Now, the “climate sensitivity” is the relationship between an increase in what is called the “forcing” (the energy that heats the earth, in watts per square metre of earth surface) and the temperature of the earth in degrees Celsius. This is generally expressed as the amount of heating that would result from the forcing increase due to a doubling of CO2. A doubling of CO2 is estimated by the IPCC to increase the TOA forcing by 3.7 watts per metre squared (W/m2). The IPCC claims that the climate sensitivity is on the order of 3°C per doubling of CO2, with an error band from 2°C to 4.5°C.
My insight was that I could compare the winter insolation with the summer insolation. From that I could calculate how much the solar forcing increased from winter to summer. Then I could compare that with the change in temperature from winter to summer, and that would give me the climate sensitivity for each latitude band.
My new falsifiable predictions from my Thunderstorm Thermostat Hypothesis were as follows:
1 The climate sensitivity would be less near the equator than near the poles. This is because the almost-daily afternoon emergence of cumulus and thunderstorms is primarily a tropical phenomenon (although it also occurs in some temperate regions).
2 The sensitivity would be less in latitude bands which are mostly ocean. This is for three reasons. The first is because the ocean warms more slowly than the land, so a change in forcing will heat the land more. The second reason is that the presence of water reduces the effect of increasing forcing, due to energy going into evaporation rather than temperature change. Finally, where there is surface water more clouds and thunderstorms can form more easily.
3 Due to the temperature damping effect of the thunderstorms as explained in my Thunderstorm Thermostat Hypothesis, as well as the increase in cloud albedo from increasing temperatures, the climate sensitivity would be much, much lower than the canonical IPCC climate sensitivity of 3°C from a doubling of CO2.

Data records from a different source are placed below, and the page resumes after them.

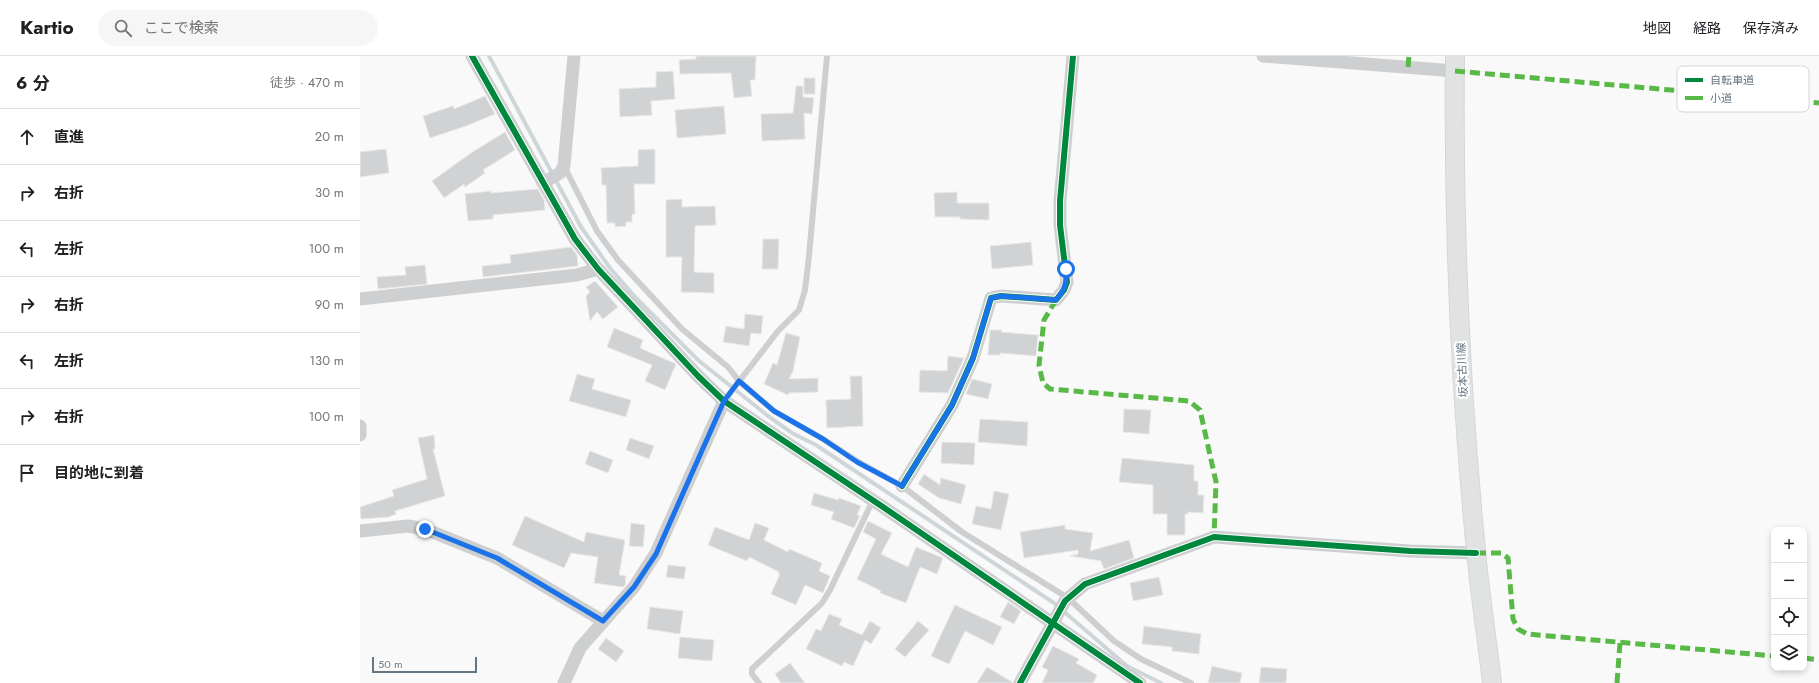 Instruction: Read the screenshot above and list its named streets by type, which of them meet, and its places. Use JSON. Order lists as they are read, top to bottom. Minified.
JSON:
{"streets":{"main road":["坂本古川線"]},"legend":["自転車道","小道"],"scale_bar":"50 m","page":{"header":"Kartio","search":"ここで検索","nav":["地図","経路","保存済み"],"heading":["6 分","徒歩 · 470 m"],"list":[["直進","20 m"],["右折","30 m"],["左折","100 m"],["右折","90 m"],["左折","130 m"],["右折","100 m"],"目的地に到着"],"map_buttons":["+","−"],"scale":"50 m"}} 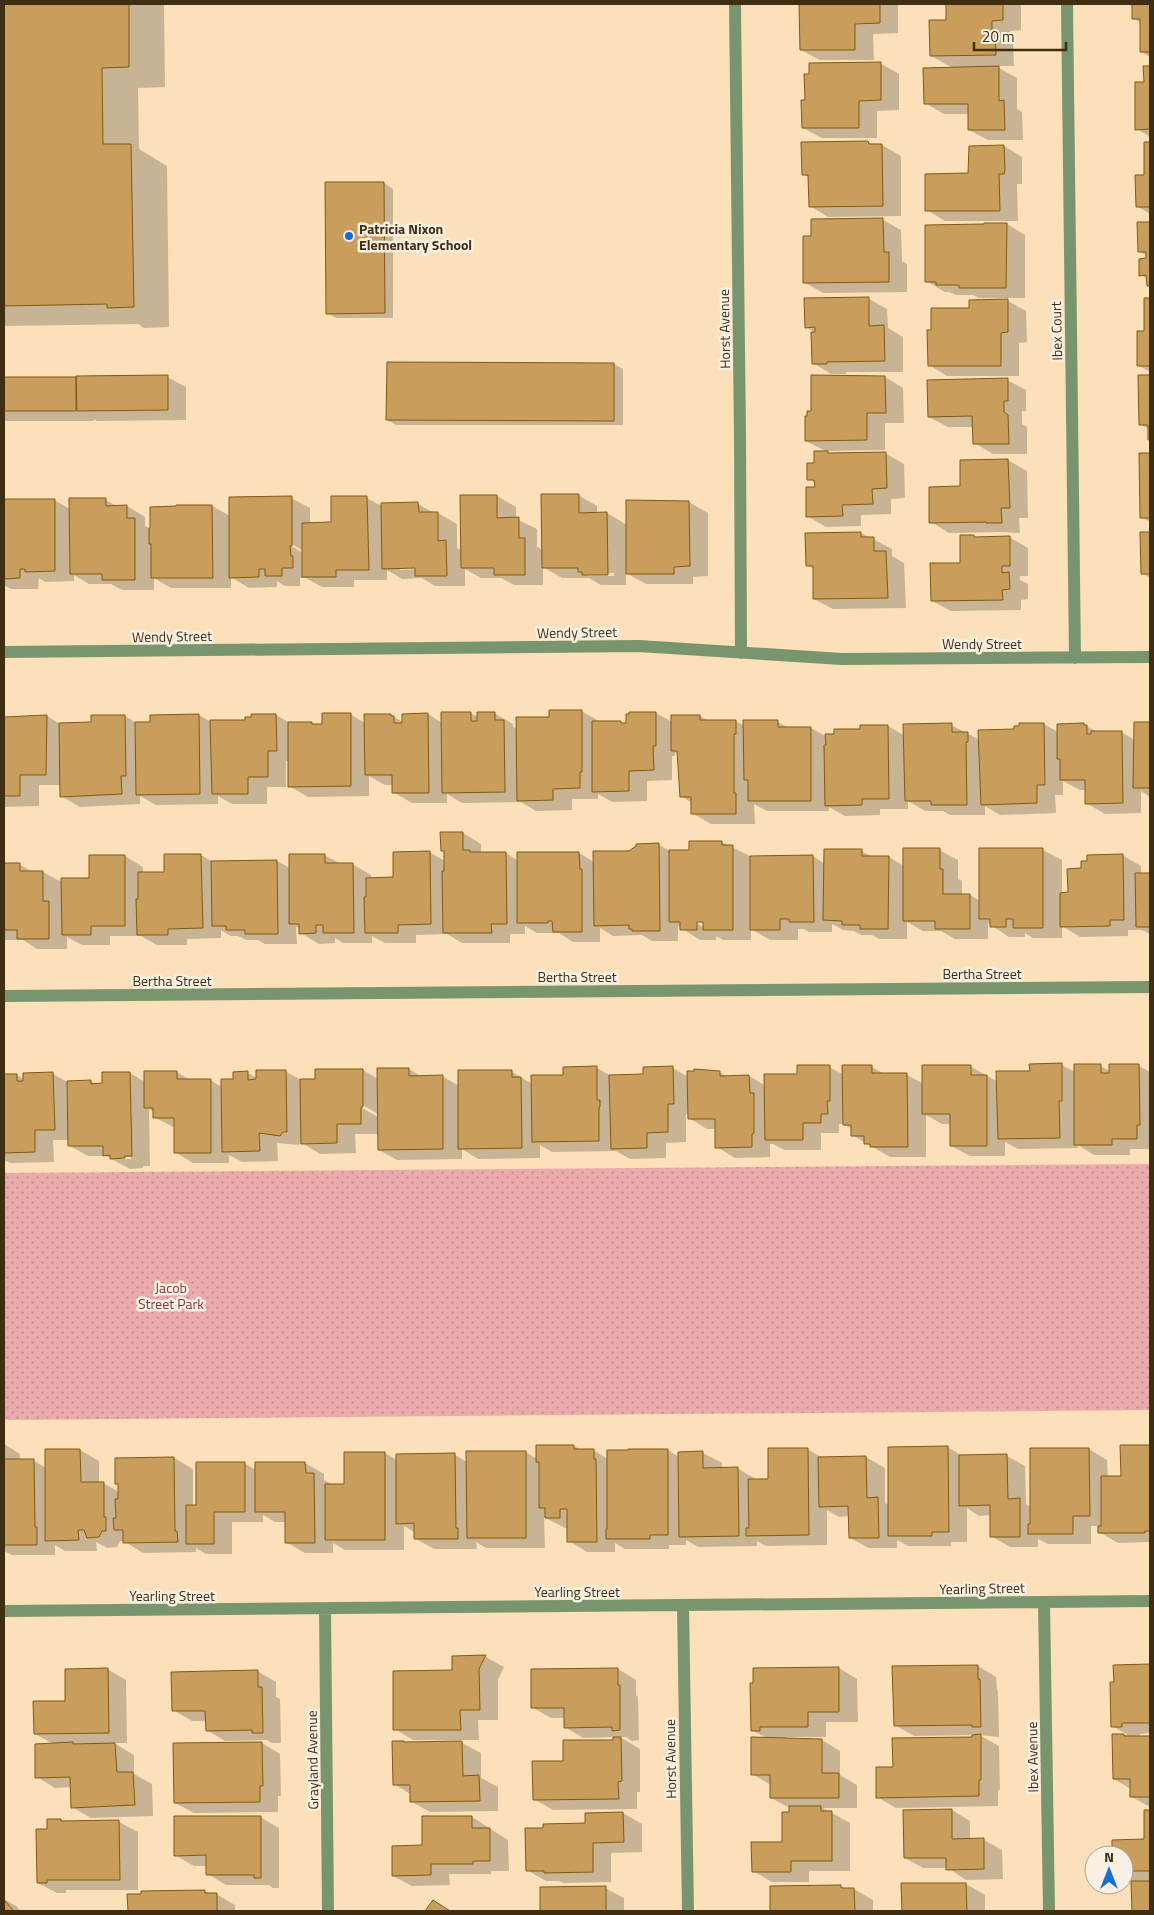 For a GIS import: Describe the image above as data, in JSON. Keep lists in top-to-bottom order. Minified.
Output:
{"streets":{"street":["Horst Avenue","Ibex Court","Wendy Street","Bertha Street","Yearling Street","Ibex Avenue","Grayland Avenue"]},"crossings":[["Horst Avenue","Wendy Street"],["Horst Avenue","Yearling Street"],["Ibex Court","Wendy Street"],["Yearling Street","Ibex Avenue"],["Yearling Street","Grayland Avenue"]],"parks":["Jacob Street Park"],"places":["Patricia Nixon Elementary School"],"scale_bar":"20 m","north":"top"} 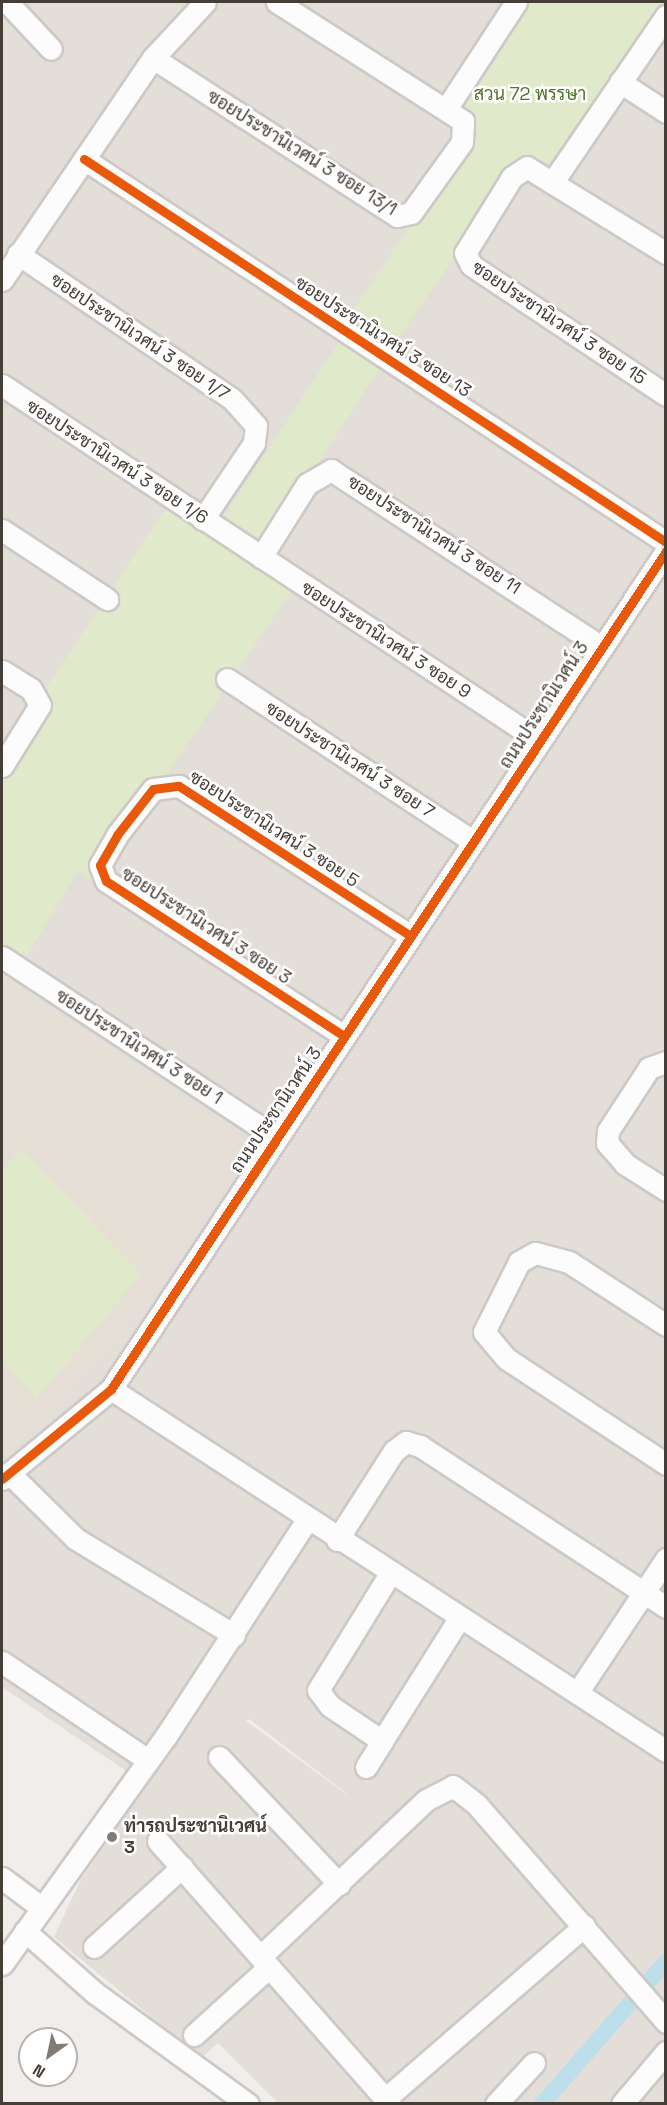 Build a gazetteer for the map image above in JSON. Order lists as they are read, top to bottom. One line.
{"streets":{"street":["ซอยประชานิเวศน์ 3 ซอย 13/1","ซอยประชานิเวศน์ 3 ซอย 15","ซอยประชานิเวศน์ 3 ซอย 1/7","ซอยประชานิเวศน์ 3 ซอย 13","ซอยประชานิเวศน์ 3 ซอย 1/6","ซอยประชานิเวศน์ 3 ซอย 11","ซอยประชานิเวศน์ 3 ซอย 9","ถนนประชานิเวศน์ 3","ซอยประชานิเวศน์ 3 ซอย 7","ซอยประชานิเวศน์ 3 ซอย 5","ซอยประชานิเวศน์ 3 ซอย 3","ซอยประชานิเวศน์ 3 ซอย 1"]},"crossings":[["ซอยประชานิเวศน์ 3 ซอย 1/7","ซอยประชานิเวศน์ 3 ซอย 1/6"],["ซอยประชานิเวศน์ 3 ซอย 1/6","ซอยประชานิเวศน์ 3 ซอย 9"],["ซอยประชานิเวศน์ 3 ซอย 11","ซอยประชานิเวศน์ 3 ซอย 9"],["ซอยประชานิเวศน์ 3 ซอย 11","ถนนประชานิเวศน์ 3"],["ซอยประชานิเวศน์ 3 ซอย 9","ถนนประชานิเวศน์ 3"],["ถนนประชานิเวศน์ 3","ซอยประชานิเวศน์ 3 ซอย 7"],["ถนนประชานิเวศน์ 3","ซอยประชานิเวศน์ 3 ซอย 5"],["ถนนประชานิเวศน์ 3","ซอยประชานิเวศน์ 3 ซอย 3"],["ถนนประชานิเวศน์ 3","ซอยประชานิเวศน์ 3 ซอย 1"],["ซอยประชานิเวศน์ 3 ซอย 5","ซอยประชานิเวศน์ 3 ซอย 3"]],"parks":["สวน 72 พรรษา"],"places":["ท่ารถประชานิเวศน์ 3"],"north":"bottom left"}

4 Given the stability of the earth’s climate, the sensitivity would be quite small, with a global average not far from zero.
So those were my predictions. Figure 2 shows my results:
Figure 2. Climate sensitivity by latitude, in 20° bands. Blue bars show the sensitivity in each band. Yellow lines show the standard error in the measurement.
Note that all of my predictions based on my hypothesis have been confirmed. The sensitivity is greatest at the poles. The areas with the most ocean have lower sensitivity than the areas with lots of land. The sensitivity is much smaller than the IPCC value. And finally, the global average is not far from zero.
DISCUSSION
While my results are far below the canonical IPCC values, they are not without precedent in the scientific literature. In CO2-induced global warming: a skeptic’s view of potential climate change, Sherwood Idso gives the results of eight “natural experiments”. These are measurements of changes in temperature and corresponding forcing in various areas of the earth’s surface. The results of his experiments was a sensitivity of 0.3°C per doubling. This is still larger than my result of 0.05°C per doubling, but is much smaller than the IPCC results.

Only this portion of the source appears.